For presentation purposes, the 21 fluorescence phenotypes examined here were grouped into four categories: Primary fluorescence phenotypes, Relative phenotypes, Extracted phenotypes, and Energy flux phenotypes (Table 2). The MPL associated with nine phenotypes, MPL-13 was located on chromosome 19 and was marked by six SNPs within 0.147 Mb. The nine phenotypes included representatives from all four fluorescence phenotype categories defined in Table 2. All of the Relative phenotypes were associated with MPL-13 and three of the primary phenotypes, FM, FV and FI. Additionally, two phenotypes from the Extracted phenotypes category were associated with MPL-13, φPo and φDo, and lastly one phenotype from the Energy flux phenotypes category, ET0/RC.

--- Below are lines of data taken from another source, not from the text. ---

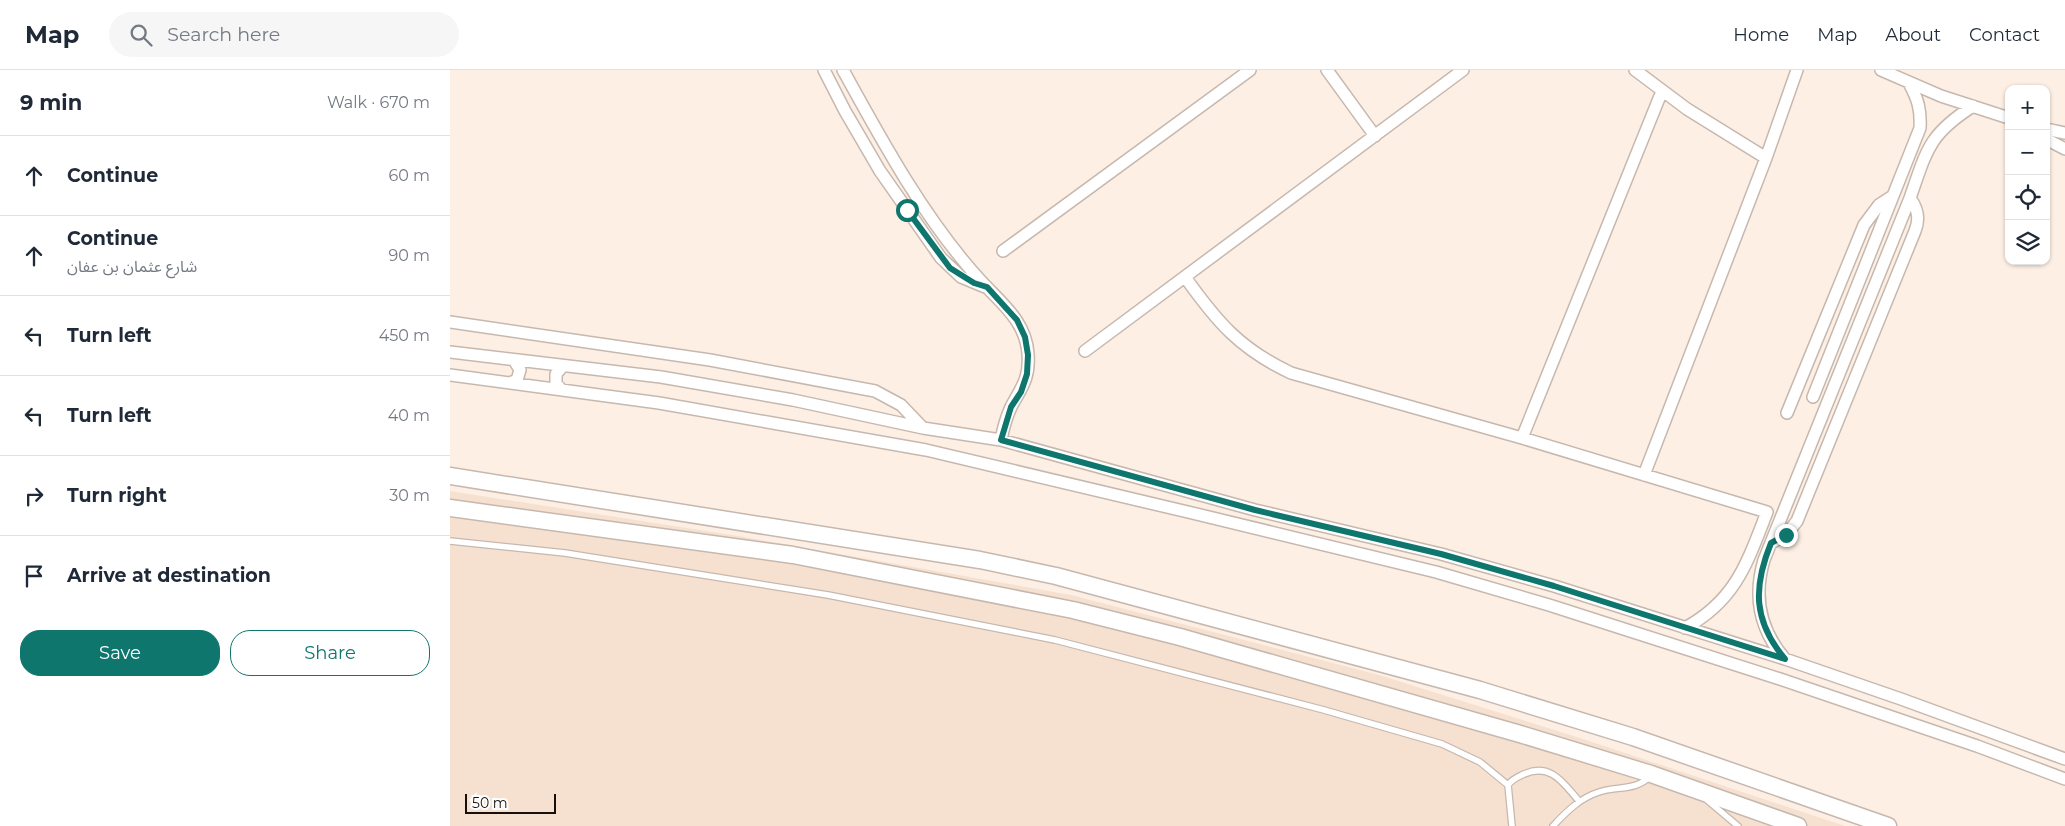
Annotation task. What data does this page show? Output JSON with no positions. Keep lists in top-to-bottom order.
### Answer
{
  "scale_bar": "50 m",
  "page": {
    "header": "Map",
    "search": "Search here",
    "nav": [
      "Home",
      "Map",
      "About",
      "Contact"
    ],
    "heading": ["9 min", "Walk · 670 m"],
    "map_buttons": ["+", "−"],
    "list": [
      ["Continue", "60 m"],
      ["Continue", "شارع عثمان بن عفان", "90 m"],
      ["Turn left", "450 m"],
      ["Turn left", "40 m"],
      ["Turn right", "30 m"],
      "Arrive at destination"
    ],
    "buttons": ["Save", "Share"],
    "scale": "50 m"
  }
}
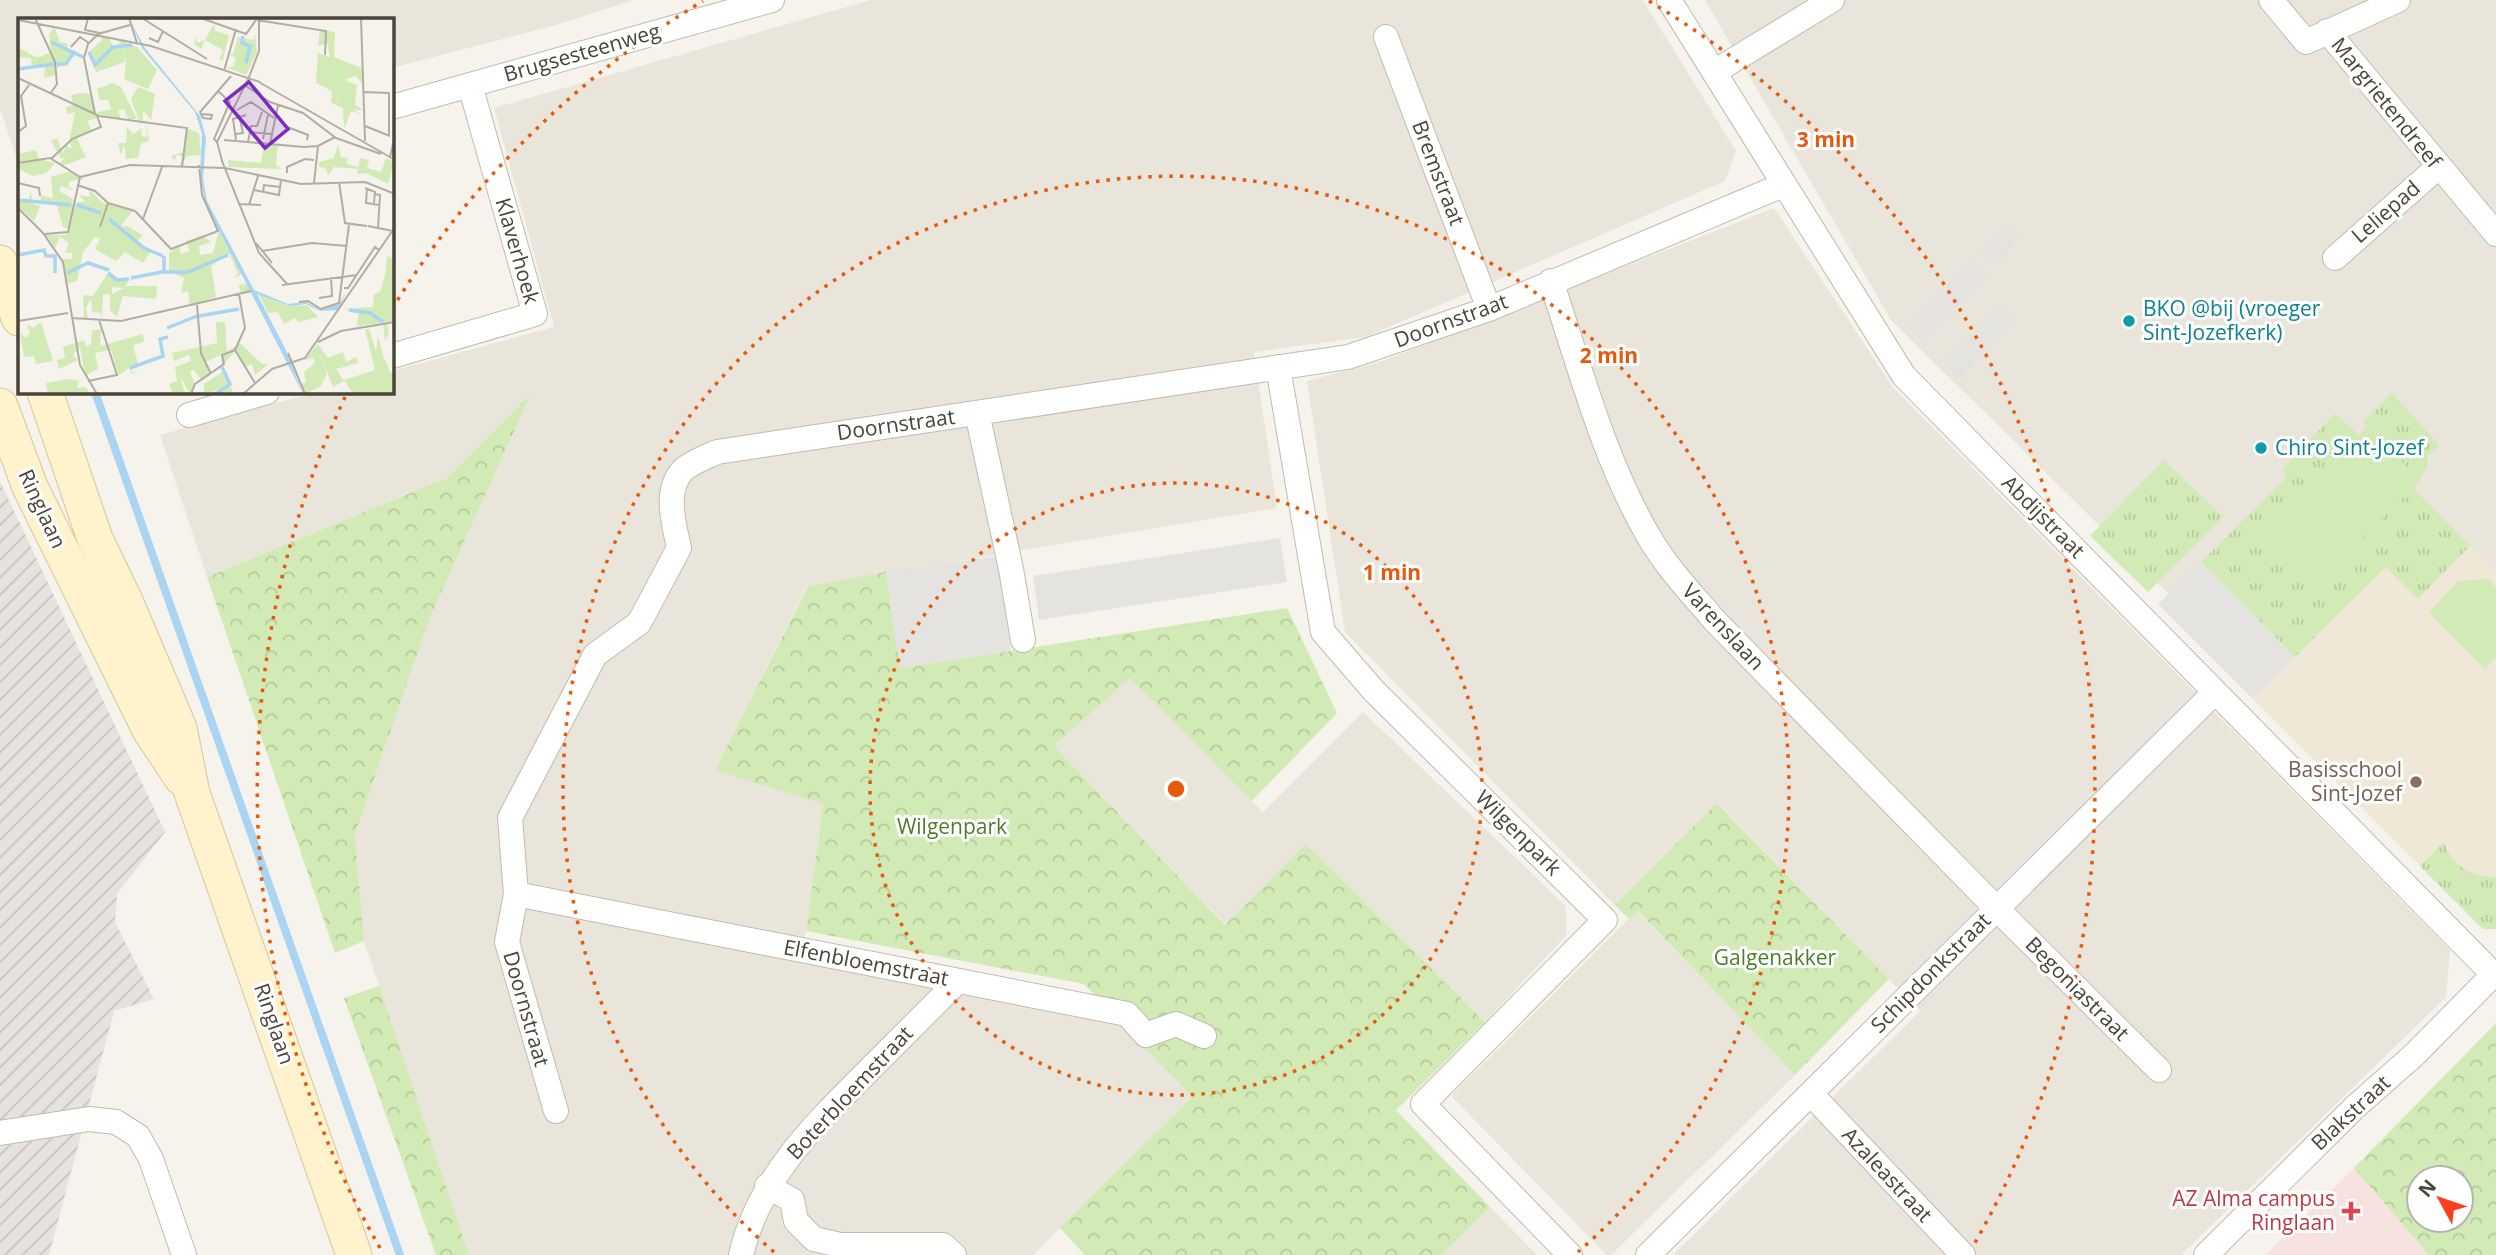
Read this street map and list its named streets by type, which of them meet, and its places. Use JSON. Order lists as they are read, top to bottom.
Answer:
{
  "streets": {
    "main road": ["Ringlaan"],
    "street": [
      "Brugsesteenweg",
      "Margrietendreef",
      "Bremstraat",
      "Leliepad",
      "Klaverhoek",
      "Doornstraat",
      "Abdijstraat",
      "Varenslaan",
      "Wilgenpark",
      "Elfenbloemstraat",
      "Schipdonkstraat",
      "Begoniastraat",
      "Boterbloemstraat",
      "Blakstraat",
      "Azaleastraat"
    ]
  },
  "crossings": [
    ["Brugsesteenweg", "Klaverhoek"],
    ["Margrietendreef", "Leliepad"],
    ["Bremstraat", "Doornstraat"],
    ["Doornstraat", "Abdijstraat"],
    ["Doornstraat", "Varenslaan"],
    ["Doornstraat", "Wilgenpark"],
    ["Doornstraat", "Elfenbloemstraat"],
    ["Abdijstraat", "Schipdonkstraat"],
    ["Abdijstraat", "Blakstraat"],
    ["Varenslaan", "Schipdonkstraat"],
    ["Varenslaan", "Begoniastraat"],
    ["Elfenbloemstraat", "Boterbloemstraat"],
    ["Schipdonkstraat", "Begoniastraat"],
    ["Schipdonkstraat", "Azaleastraat"]
  ],
  "parks": ["Wilgenpark", "Galgenakker"],
  "places": {
    "other": ["BKO @bij (vroeger Sint-Jozefkerk)", "Chiro Sint-Jozef", "Basisschool Sint-Jozef"],
    "health": ["AZ Alma campus Ringlaan"]
  },
  "north": "top left",
  "rings": ["3 min", "2 min", "1 min"]
}
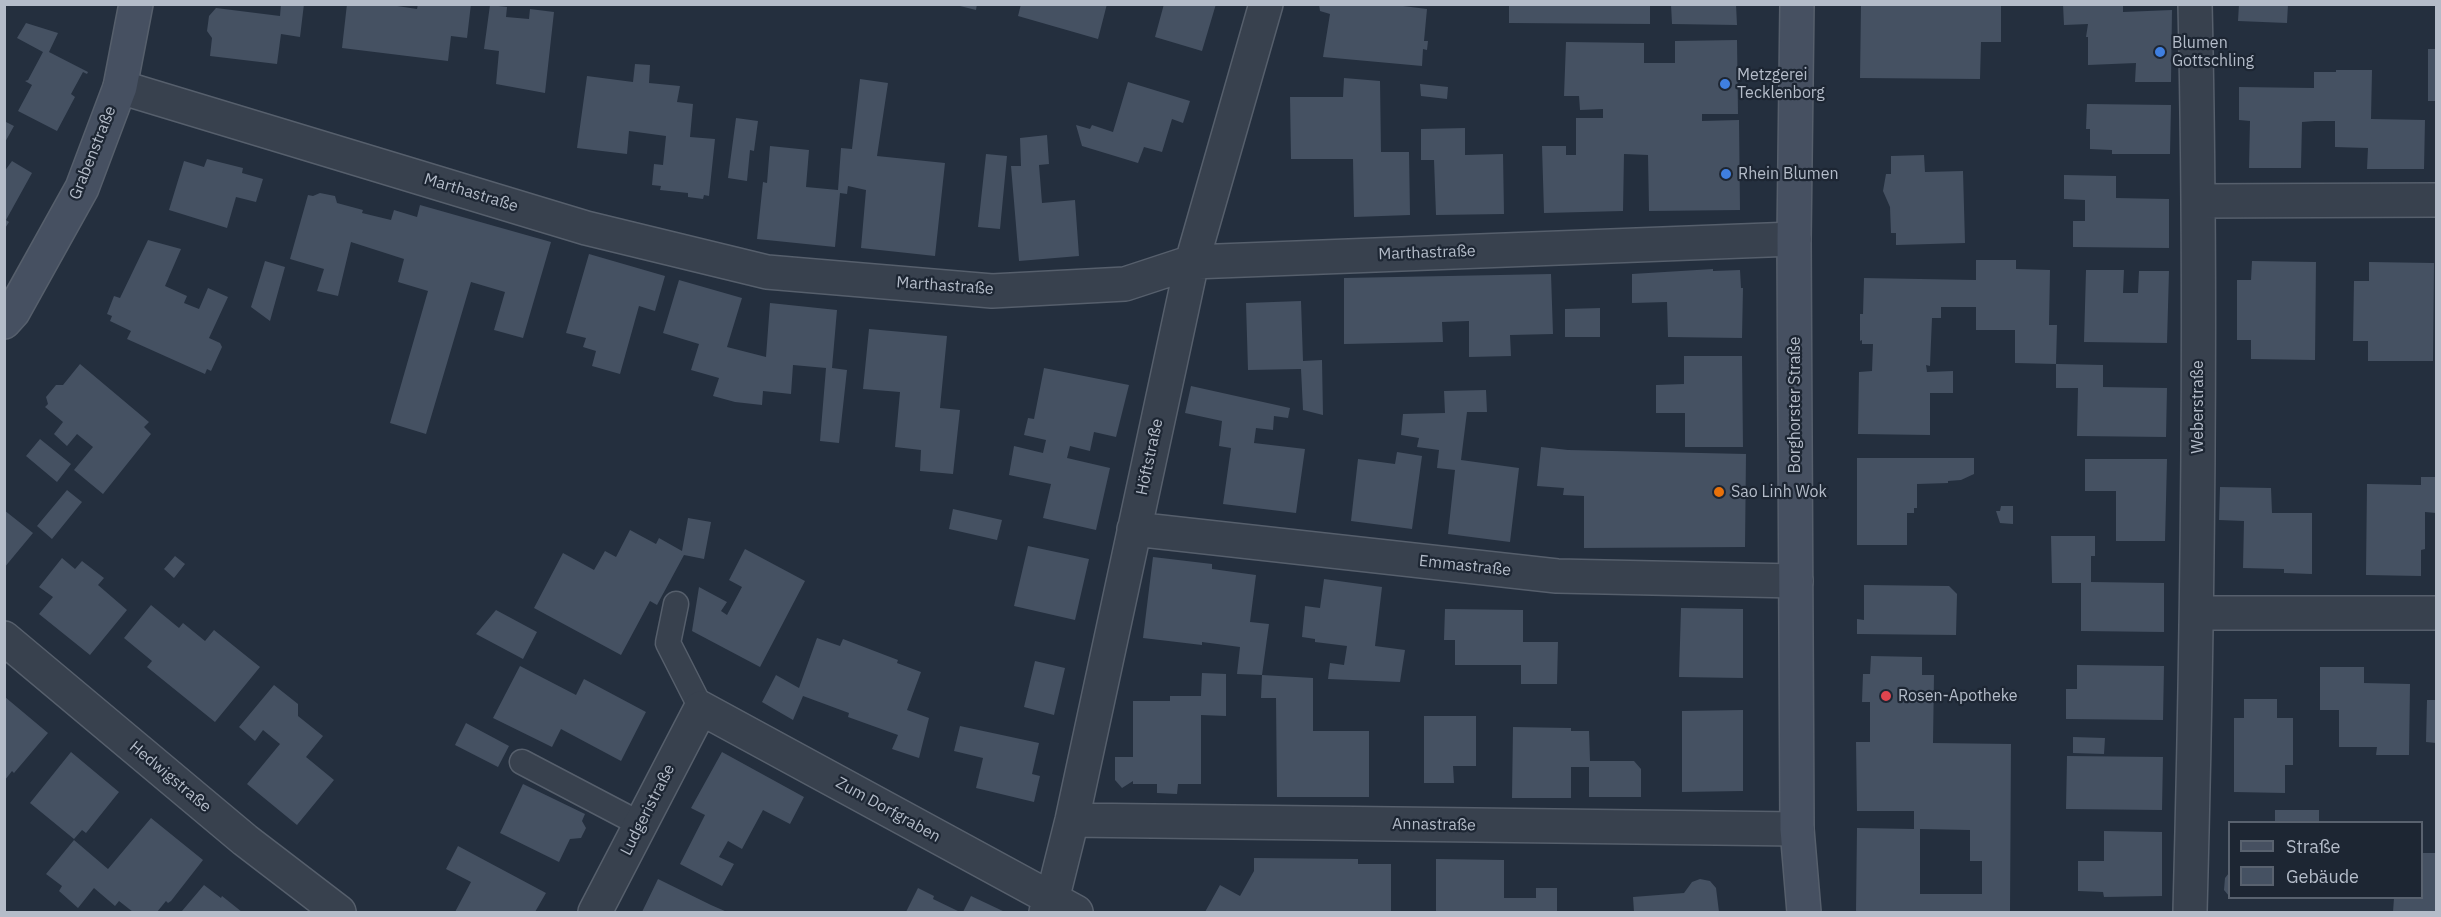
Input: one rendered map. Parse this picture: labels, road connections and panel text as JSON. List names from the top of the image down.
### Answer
{
  "streets": {
    "main road": ["Grabenstraße", "Borghorster Straße"],
    "street": [
      "Marthastraße",
      "Weberstraße",
      "Höftstraße",
      "Emmastraße",
      "Hedwigstraße",
      "Ludgeristraße",
      "Zum Dorfgraben",
      "Annastraße"
    ]
  },
  "crossings": [
    ["Grabenstraße", "Marthastraße"],
    ["Marthastraße", "Borghorster Straße"],
    ["Marthastraße", "Höftstraße"],
    ["Borghorster Straße", "Emmastraße"],
    ["Borghorster Straße", "Annastraße"],
    ["Höftstraße", "Emmastraße"],
    ["Höftstraße", "Zum Dorfgraben"],
    ["Höftstraße", "Annastraße"],
    ["Ludgeristraße", "Zum Dorfgraben"]
  ],
  "places": [
    "Blumen Gottschling",
    "Metzgerei Tecklenborg",
    "Rhein Blumen",
    "Sao Linh Wok",
    "Rosen-Apotheke"
  ],
  "legend": ["Straße", "Gebäude"]
}
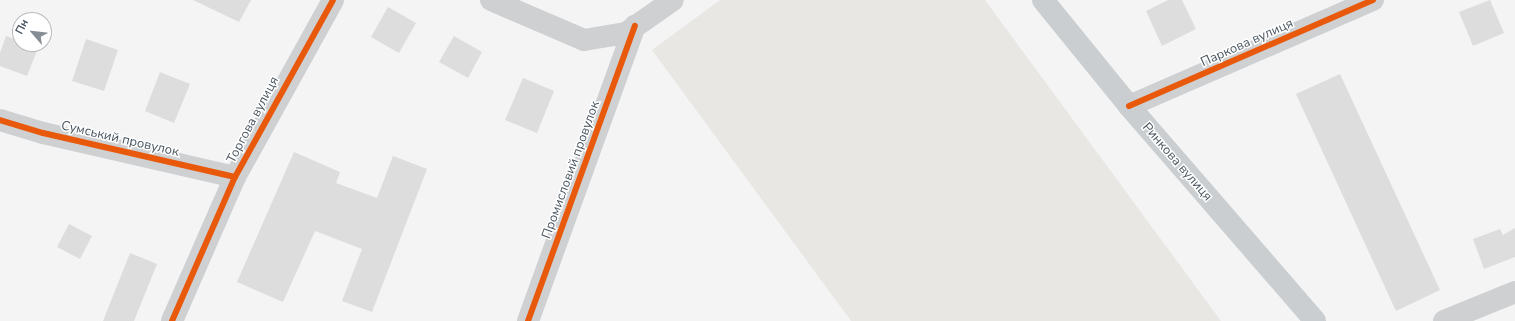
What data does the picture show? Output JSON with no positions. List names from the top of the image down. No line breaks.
{"streets":{"main road":["Ринкова вулиця"],"street":["Паркова вулиця","Торгова вулиця","Сумський провулок","Промисловий провулок"]},"crossings":[["Паркова вулиця","Ринкова вулиця"],["Торгова вулиця","Сумський провулок"]],"north":"top left"}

The phenotypes F0, FJ, FI, FM, FV, VJ, and VI were classified as Primary fluorescence phenotypes as they are either the raw fluorescence values at specific times during the fluorescence induction curve or represent variable fluorescence at specific times during the induction curve. All of these phenotypes are influenced by how efficiently the photosystems are with absorbed light energy and the changes in energy [66]. One or more of these traits were associated with 10 of the 13 MPL identified in this study, and, except for VI, all of them were associated with at least one MPL (Fig. 5). Variable fluorescence at the J-step was associated with 6 MPL, the largest number of MPL associations among the primary fluorescence traits. Both MPL-2 and MPL-13 were associated with three primary chlorophyll fluorescence traits, including FI, FM, and FJ in the case of MPL-2 and FI, FM, and FV in the case of MPL-13. Strasser et al. [67] showed that the rise in chlorophyll fluorescence from the J-step to the I-step is associated with the reduction of the plastoquinone pool, and that FM is associated with the reduction of the PSI acceptor side. Accordingly, a gene or genes underlying the association of FJ with a locus such as MPL-2 may modulate the redox status of the plastoquinone pool, while MPL-13 or other MPL associated with similar phenotypes could mark genes that influence the PSI acceptor side. The presence of FI in both MPL-2 and MPL-13 together with FJ in the case of MPL-2 and FM in the case of MPL-13 indicates that these markers may be useful to influence the redox status and/or pool size of plastoquinone, and thus, light dependent reactions.

Fig. 5

Location of putative loci significantly associated with same SNP identified for at least three phenotypes or more for 19 of 21 fluorescence phenotypes and 30 chlorophyll fluorescence related genes identified in Soybase. Different symbols or colors were used to represent loci identified by respective phenotypes positioned above the respective chromosomes. For each chromosome, the black dots represent the locations of SNPs evaluated for association with chlorophyll fluorescence

Seven chlorophyll fluorescence phenotypes were grouped into the category of Extracted phenotypes, which was the category represented most often across the 13 MPL. Phenotypes encompassed by this category were found 22 times across the 13 MPL and associated with 11 of the 13 MPL. Two of the phenotypes from this category, φEo and Ψ0, were each associated with five MPL, four of which they had in common. Ψ0 is associated with how likely a trapped exciton moves passed the primary electron acceptor of PS2 and φEo is associated with the quantum yield of electron transfer. As such, downstream improvement in later stages of electron transport should enhance the likelihood that an electron is passed on from the primary electron acceptor of PS2. Previously, Misra et al. [68] observed that increased salt concentration reduced Ψ0 as well as φEo. Thus, the MPL associated with Ψ 0 and φEo could represent crucial genetic information to improve electron transport efficiencies.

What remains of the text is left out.